Brooklyn, one building at a time.

Name: row houses and garage
Address: 1-3 Albany Avenue
Cross Streets: Decatur Street
Neighborhood: Stuyvesant Heights
Year Built: early 1890’s, most likely
Architectural Style: Queen Anne/Romanesque
Architect: Unknown, perhaps Frederick B. Langston
Landmarked: No, but calendared as part of the Stuyvesant Heights expansion.

The story: Here is a mystery. Several mysteries, actually. Here is a handsome corner home that looks like one large house, but is in actuality, two 16’ wide houses. Frederick B. Langston, a familiar name in Bedford Stuyvesant’s architectural pantheon, designed the flats buildings across the street, and he may have been responsible for this one. His style and time period certainly are in synch. He was a master of Romanesque Revival/Queen Anne, and the house has several design details that he would have used. Then again, there were also others who had similar styles. I was not able to find any records of the property whatsoever.

Another mystery is the carriage house that sits on Decatur Street in the lot of number 1 Albany Ave. Even though the original doorway has been bricked over, it’s easy to see where the original double doors were hinged. It’s a bit small for a horse and carriage, it may have been a garage built later for a motor car. Another mystery – who built it, and when? Today it looks like it provides storage and perhaps a community room for the residents of the apartments now in the two houses.

Mystery number three: who was the original owner? Was it a father/daughter, or similar arrangement, or just two very narrow spec houses? Whoever they were, they left no social record in the papers, no architectural record in The Builder’s Guide. The high quality of the construction and the ornament suggests an upwardly mobile clientele.

And lastly, who in their right mind would brick over the wonderful little windows leading up the stairs, as well as the great arched window on the ground floor? Look at that expert brickwork forming the voussoir around the arches. This was not hack work, leading one to believe that one of the better architects of the time was at work here. Also the entire house was probably white limestone, not painted to look like brownstone.

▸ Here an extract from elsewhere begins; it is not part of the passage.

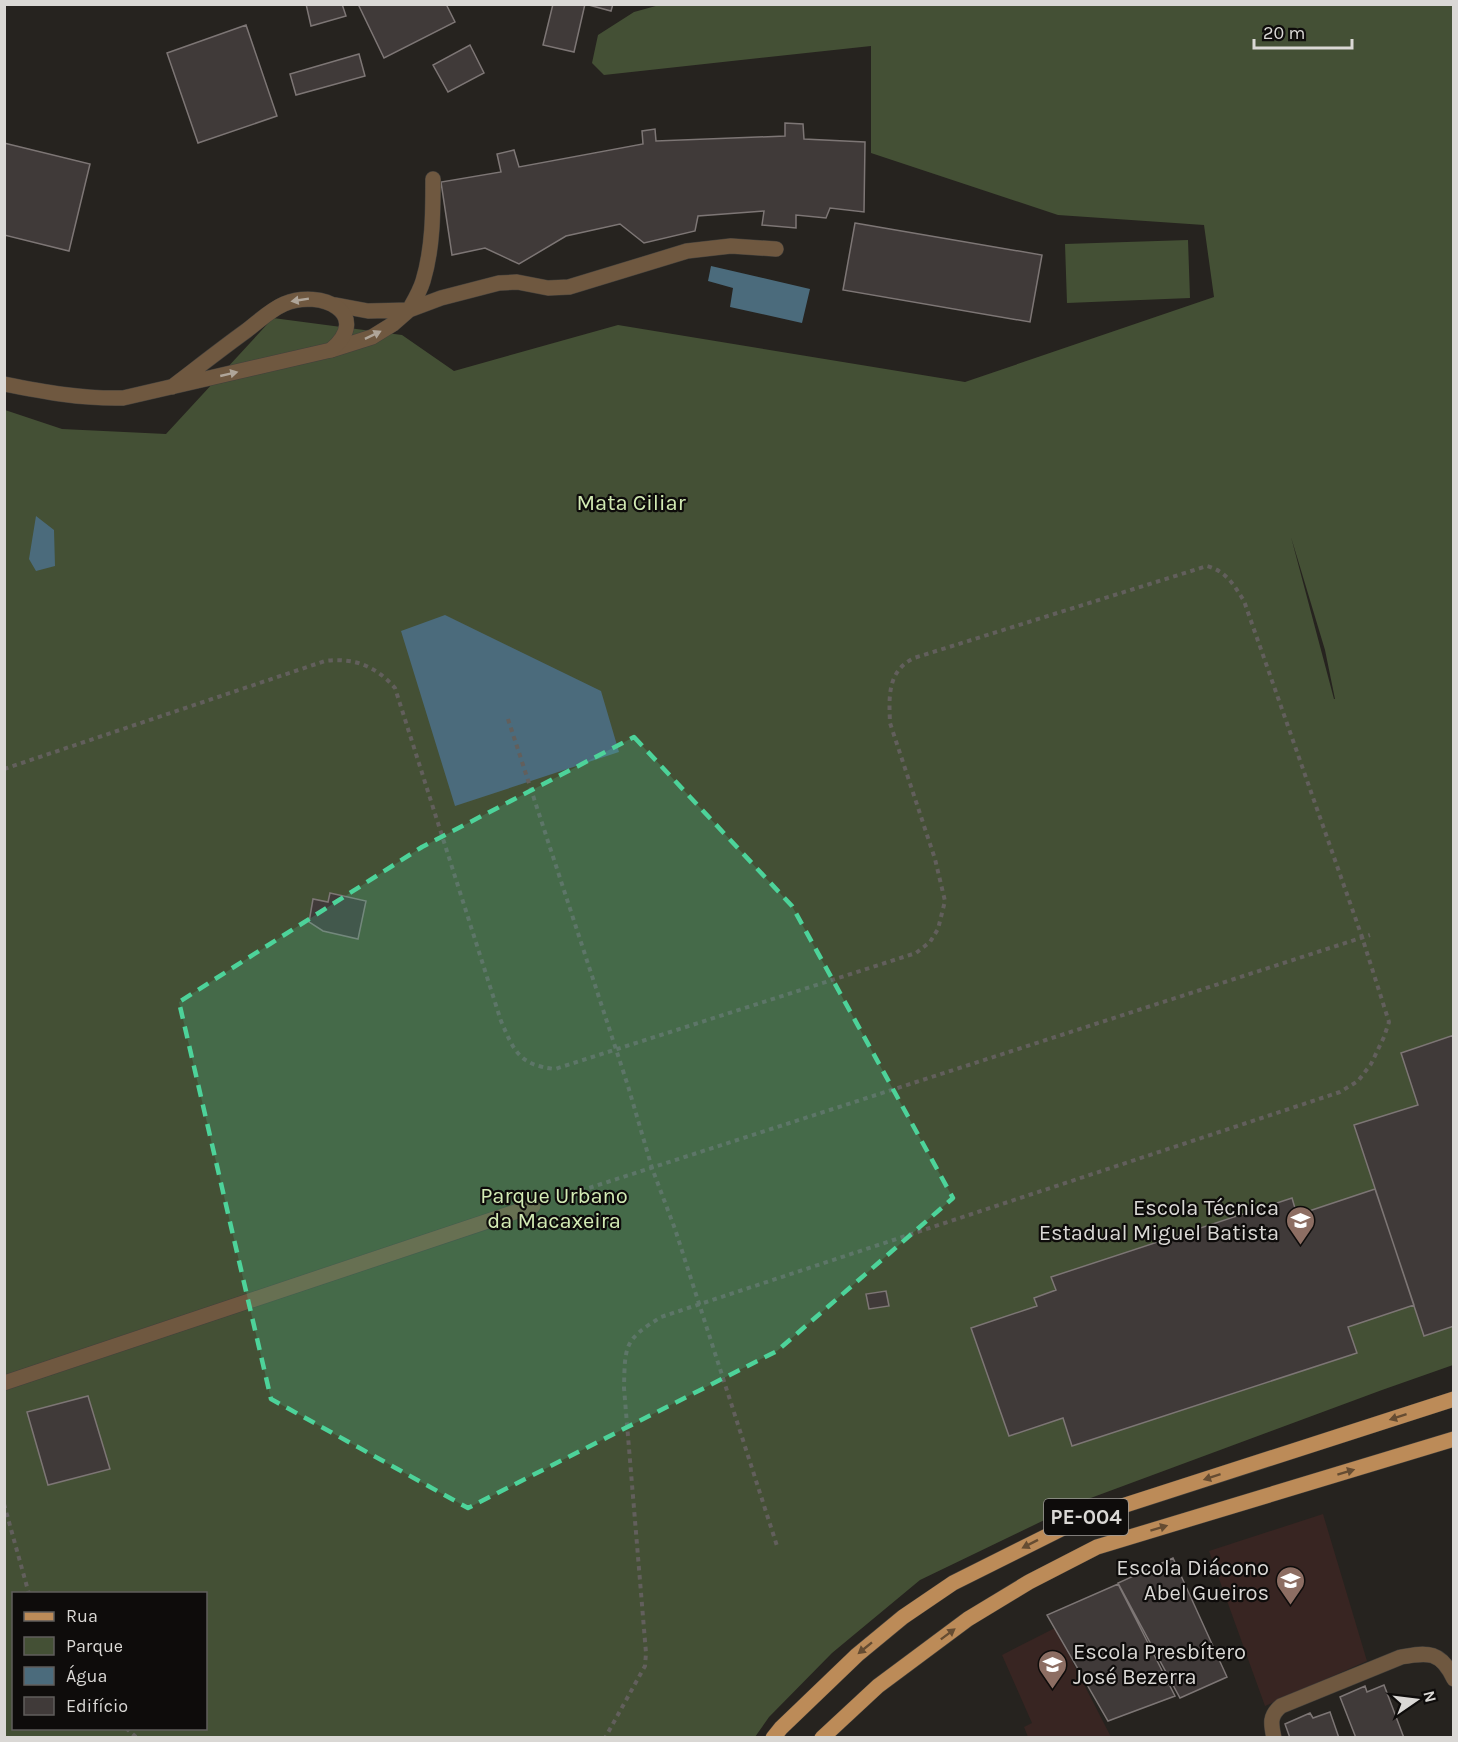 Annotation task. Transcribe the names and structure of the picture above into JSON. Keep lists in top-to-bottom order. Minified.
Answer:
{"streets":{"main road":["PE-004"]},"parks":["Mata Ciliar","Parque Urbano da Macaxeira"],"places":{"school or university":["Escola Técnica Estadual Miguel Batista","Escola Diácono Abel Gueiros","Escola Presbítero José Bezerra"]},"legend":["Rua","Parque","Água","Edifício"],"scale_bar":"20 m","north":"right"}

Who knows what’s going on inside, but I suspect the entire interiors of both houses have been drastically changed. All of the properties on this small block; these two houses, the flats buildings across the street, and the apartment buildings opposite them, all belong to the same HPD development group, and were purchased en masse, for affordable housing about twenty years ago. The exteriors of these buildings will remain as a tantalizing mystery, asking who and when, and what happened? Perhaps when the designation report from the LPC comes out, the mystery will be solved.


What's Your Take? Leave a Comment

  1. Yes, but that app does refer to 12 houses, the whole thing rather aggravating. Although no longer complete, this row was only three houses, 1-3-5, that at no. 5 now demolished. Garage 1912, for Dr. E. Pender Porter (lived at 1 Glenada), designed by Walter Volckening.